It has been about one month now that I am getting my head spinning to learn a lot of bits and pieces about spectral clustering (useful introductory blog). I have to admit that all these stuff is really maths heavy to me from a user stand point but I am trying my best to understand how and why these methods work.
My basic understanding about these techniques are that clustering can be broken down into a few steps:
1) create a similarity/distance matrice
2) perform dimension reduction – identify latent key patterns
3) perform k-means/SNN clustering
Using different methods to create the distance matrices had profound impacts on the clustering results, so as using applying different dimension reduction technique. Another report (Priebe CE 2019) showed that different spectral graph embedding methods convey different sets of latent patterns, both could lead to meaningful groupings.
Today I am writing about my attempt on apply UMAP on the PBMC data and compare the output with t-SNE. The UMAP introduction video is so well done that I would encourage you to watch it to familiarize yourself with the UMAP theories. UMAP also showed promising results in giving biological meanings in the cluster topology, shown in Becht et al (2018). Thus, let see if I can extract new meanings from the PBMC data.
‘’’
library(Seurat)
library(data.table)
ctrl.data <- read.table("immune_control_expression_matrix.txt.gz",
sep = "\t")
stim.data <- read.table("immune_stimulated_expression_matrix.txt.gz",
sep = "\t")
ctrl<-CreateSeuratObject(ctrl.data, assay="RNA", project = "ctrl")
ctrl<-NormalizeData(ctrl)
ctrl<-ScaleData(ctrl, do.center = T, do.scale = T)
stim<-CreateSeuratObject(stim.data, assay="RNA", project = "stim")
stim<-NormalizeData(stim)
stim<-ScaleData(stim, do.center = T, do.scale = T)
#### How many HVG to use? ###
ctrl<-FindVariableFeatures(ctrl, mean.cutoff=c(0.025, 10), dispersion.cutoff=c(1, 10))
### 2000 HGV genes ###
ctrl_PCA<-RunPCA(ctrl, npcs = 100, features = ctrl@assays$RNA@var.features)
ctrl_PCA<-RunTSNE(ctrl_PCA, dims = 1:100)
ctrl_PCA<-FindNeighbors(ctrl_PCA, reduction="pca", dims=1:100)
ctrl_PCA<-FindClusters(ctrl_PCA)
### 13 clusters ###
ctrl_PCA<-FindNeighbors(ctrl_PCA, reduction="tsne", dims=1:2)

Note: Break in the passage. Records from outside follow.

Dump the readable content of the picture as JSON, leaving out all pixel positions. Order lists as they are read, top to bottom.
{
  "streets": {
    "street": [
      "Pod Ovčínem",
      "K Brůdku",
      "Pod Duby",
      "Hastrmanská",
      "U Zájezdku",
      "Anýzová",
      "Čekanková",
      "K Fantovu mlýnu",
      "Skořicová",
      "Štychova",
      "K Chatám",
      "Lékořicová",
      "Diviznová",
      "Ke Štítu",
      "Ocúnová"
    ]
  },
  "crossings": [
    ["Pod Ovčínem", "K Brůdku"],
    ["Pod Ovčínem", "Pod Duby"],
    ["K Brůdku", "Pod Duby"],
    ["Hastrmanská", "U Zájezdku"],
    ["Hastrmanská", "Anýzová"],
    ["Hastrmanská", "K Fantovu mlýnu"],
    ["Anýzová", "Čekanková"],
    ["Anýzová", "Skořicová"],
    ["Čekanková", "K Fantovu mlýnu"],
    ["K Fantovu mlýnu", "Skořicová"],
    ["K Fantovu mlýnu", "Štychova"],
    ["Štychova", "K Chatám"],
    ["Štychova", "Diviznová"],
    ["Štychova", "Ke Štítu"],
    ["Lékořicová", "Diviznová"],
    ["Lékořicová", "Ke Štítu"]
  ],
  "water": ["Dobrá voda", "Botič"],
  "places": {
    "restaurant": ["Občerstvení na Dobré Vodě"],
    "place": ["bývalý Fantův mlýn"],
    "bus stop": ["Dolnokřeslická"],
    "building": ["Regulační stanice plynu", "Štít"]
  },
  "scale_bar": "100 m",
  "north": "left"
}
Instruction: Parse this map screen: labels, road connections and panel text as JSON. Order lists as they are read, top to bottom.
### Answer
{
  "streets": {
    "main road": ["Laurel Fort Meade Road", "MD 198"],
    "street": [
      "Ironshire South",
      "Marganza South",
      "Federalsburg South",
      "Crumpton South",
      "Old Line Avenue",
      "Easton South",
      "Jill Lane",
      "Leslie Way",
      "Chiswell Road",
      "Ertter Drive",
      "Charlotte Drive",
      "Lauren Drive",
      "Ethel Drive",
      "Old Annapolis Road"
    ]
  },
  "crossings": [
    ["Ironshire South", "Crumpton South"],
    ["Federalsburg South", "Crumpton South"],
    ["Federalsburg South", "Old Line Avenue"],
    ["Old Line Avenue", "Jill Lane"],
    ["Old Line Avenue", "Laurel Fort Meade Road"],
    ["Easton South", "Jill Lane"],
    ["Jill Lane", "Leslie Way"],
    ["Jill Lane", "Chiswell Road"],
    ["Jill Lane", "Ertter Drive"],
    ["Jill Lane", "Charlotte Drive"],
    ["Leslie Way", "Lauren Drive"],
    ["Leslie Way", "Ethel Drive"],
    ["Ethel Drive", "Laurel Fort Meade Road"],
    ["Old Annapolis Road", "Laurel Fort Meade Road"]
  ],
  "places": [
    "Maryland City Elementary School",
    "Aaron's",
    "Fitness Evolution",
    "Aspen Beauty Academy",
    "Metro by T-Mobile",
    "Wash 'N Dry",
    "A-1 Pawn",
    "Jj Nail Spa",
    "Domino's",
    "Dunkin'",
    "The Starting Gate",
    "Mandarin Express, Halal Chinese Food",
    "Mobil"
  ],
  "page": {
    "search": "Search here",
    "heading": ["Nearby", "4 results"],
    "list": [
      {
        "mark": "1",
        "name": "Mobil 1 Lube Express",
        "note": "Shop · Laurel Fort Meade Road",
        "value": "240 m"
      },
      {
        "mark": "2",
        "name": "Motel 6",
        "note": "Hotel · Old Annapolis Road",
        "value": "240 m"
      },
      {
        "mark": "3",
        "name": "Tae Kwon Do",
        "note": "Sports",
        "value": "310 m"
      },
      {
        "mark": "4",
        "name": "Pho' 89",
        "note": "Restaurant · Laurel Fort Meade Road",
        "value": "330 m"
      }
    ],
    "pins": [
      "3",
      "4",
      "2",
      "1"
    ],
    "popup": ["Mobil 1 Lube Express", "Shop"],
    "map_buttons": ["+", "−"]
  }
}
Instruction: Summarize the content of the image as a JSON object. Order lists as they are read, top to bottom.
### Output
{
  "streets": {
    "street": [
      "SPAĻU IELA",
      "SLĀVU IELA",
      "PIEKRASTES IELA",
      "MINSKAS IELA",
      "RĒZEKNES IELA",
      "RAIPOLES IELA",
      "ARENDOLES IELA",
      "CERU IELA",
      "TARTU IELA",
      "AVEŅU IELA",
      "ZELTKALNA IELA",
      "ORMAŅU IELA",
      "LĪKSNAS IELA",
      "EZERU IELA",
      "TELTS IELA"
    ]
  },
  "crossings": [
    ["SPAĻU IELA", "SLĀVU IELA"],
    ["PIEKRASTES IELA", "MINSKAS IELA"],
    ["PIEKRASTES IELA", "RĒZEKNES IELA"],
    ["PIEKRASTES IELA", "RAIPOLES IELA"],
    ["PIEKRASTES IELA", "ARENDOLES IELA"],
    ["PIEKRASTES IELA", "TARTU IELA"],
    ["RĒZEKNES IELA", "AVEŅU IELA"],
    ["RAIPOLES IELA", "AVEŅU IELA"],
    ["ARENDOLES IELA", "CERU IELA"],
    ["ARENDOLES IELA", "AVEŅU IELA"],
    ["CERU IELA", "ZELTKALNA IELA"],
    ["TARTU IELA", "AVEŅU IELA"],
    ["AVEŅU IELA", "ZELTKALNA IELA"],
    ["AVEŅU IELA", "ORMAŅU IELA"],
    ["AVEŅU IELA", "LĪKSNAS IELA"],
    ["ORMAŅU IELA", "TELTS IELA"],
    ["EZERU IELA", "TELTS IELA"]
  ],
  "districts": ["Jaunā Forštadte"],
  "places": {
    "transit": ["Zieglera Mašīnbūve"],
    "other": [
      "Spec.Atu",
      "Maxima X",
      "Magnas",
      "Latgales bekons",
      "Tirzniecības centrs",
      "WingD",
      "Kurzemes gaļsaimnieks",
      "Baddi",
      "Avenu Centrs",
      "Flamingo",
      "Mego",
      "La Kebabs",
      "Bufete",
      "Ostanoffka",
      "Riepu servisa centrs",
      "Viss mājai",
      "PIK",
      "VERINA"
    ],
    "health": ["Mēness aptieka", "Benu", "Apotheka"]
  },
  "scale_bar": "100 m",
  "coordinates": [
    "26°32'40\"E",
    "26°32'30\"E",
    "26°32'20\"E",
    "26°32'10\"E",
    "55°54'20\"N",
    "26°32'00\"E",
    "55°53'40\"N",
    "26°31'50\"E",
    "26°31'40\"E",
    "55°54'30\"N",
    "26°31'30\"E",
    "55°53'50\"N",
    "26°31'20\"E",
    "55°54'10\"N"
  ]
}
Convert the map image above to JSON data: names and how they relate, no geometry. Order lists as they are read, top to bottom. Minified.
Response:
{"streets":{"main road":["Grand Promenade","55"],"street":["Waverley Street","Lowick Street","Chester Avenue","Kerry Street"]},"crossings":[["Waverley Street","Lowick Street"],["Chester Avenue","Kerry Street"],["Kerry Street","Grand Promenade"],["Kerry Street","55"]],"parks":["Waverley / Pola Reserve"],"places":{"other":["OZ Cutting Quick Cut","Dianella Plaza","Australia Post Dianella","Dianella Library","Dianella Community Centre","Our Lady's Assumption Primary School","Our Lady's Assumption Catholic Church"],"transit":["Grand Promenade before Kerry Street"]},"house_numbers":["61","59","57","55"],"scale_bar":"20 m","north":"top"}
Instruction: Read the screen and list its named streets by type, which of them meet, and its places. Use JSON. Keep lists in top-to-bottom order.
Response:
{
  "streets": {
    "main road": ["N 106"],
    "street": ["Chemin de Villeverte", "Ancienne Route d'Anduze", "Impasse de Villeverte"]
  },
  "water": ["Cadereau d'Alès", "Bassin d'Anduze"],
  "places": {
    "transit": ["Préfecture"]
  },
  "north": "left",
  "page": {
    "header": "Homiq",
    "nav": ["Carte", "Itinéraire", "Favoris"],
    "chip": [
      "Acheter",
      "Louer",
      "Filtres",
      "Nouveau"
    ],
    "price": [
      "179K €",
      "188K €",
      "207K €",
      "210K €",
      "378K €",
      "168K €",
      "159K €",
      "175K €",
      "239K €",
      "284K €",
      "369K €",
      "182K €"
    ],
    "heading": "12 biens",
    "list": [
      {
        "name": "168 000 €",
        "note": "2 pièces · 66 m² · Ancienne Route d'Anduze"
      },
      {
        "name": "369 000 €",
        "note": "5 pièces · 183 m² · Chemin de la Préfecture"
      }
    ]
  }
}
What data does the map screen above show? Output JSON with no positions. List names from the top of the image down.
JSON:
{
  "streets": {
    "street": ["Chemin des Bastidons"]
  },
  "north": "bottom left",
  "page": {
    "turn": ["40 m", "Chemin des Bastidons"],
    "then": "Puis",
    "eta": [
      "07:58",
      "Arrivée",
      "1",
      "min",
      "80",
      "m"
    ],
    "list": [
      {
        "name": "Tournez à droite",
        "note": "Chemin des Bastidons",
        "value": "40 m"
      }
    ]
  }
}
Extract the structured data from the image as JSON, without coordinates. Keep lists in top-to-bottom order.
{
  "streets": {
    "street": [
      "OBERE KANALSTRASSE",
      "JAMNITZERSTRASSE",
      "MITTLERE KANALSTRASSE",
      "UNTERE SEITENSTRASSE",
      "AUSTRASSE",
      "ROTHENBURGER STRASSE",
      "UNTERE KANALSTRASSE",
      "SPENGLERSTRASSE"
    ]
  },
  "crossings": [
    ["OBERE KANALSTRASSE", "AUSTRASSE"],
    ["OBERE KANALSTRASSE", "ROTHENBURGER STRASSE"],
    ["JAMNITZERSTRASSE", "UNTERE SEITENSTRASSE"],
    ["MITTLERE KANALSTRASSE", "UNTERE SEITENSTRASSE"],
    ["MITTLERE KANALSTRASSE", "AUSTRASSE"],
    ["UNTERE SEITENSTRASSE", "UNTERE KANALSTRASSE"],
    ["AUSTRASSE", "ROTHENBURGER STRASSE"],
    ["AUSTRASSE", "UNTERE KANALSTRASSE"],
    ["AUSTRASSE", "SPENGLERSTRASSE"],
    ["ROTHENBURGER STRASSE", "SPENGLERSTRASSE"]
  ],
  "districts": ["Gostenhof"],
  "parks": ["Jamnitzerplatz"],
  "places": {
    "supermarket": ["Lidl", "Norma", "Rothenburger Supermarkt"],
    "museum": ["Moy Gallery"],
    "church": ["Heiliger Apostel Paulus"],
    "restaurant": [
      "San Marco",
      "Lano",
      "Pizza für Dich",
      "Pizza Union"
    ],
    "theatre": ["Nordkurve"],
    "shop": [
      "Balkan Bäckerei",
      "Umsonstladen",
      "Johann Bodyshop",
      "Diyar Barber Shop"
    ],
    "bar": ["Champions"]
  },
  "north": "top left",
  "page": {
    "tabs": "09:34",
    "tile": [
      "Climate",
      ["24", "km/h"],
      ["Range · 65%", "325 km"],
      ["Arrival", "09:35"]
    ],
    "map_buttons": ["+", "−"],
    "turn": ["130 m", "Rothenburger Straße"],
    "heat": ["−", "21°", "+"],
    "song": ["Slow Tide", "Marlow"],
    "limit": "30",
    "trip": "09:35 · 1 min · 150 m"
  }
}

ctrl_PCA<-FindClusters(ctrl_PCA)
### 31 communities? ###
ctrl_PCA<-RunUMAP(ctrl_PCA, dims = 1:100, reduction = "pca")
ctrl_PCA<-FindNeighbors(ctrl_PCA, reduction="umap", dims=1:2)
ctrl_PCA<-FindClusters(ctrl_PCA)
### 33 communities ###
‘’’
I realized that Seurat had already started to phrased in UMAP when I revisited the integrated analysis of the ctrl and stim data. Interestingly, Seurat still use PCA for cluster and neighbor identification. The RunUMAP() function merely was used for data visualisation. Of course, UMAP generated more discrete clusters shown in the plot compared to t-SNE. Still, I am a bit puzzled then why not use UMAP loading for the downstream clustering? And why the UMAP function only return two dimensional loading?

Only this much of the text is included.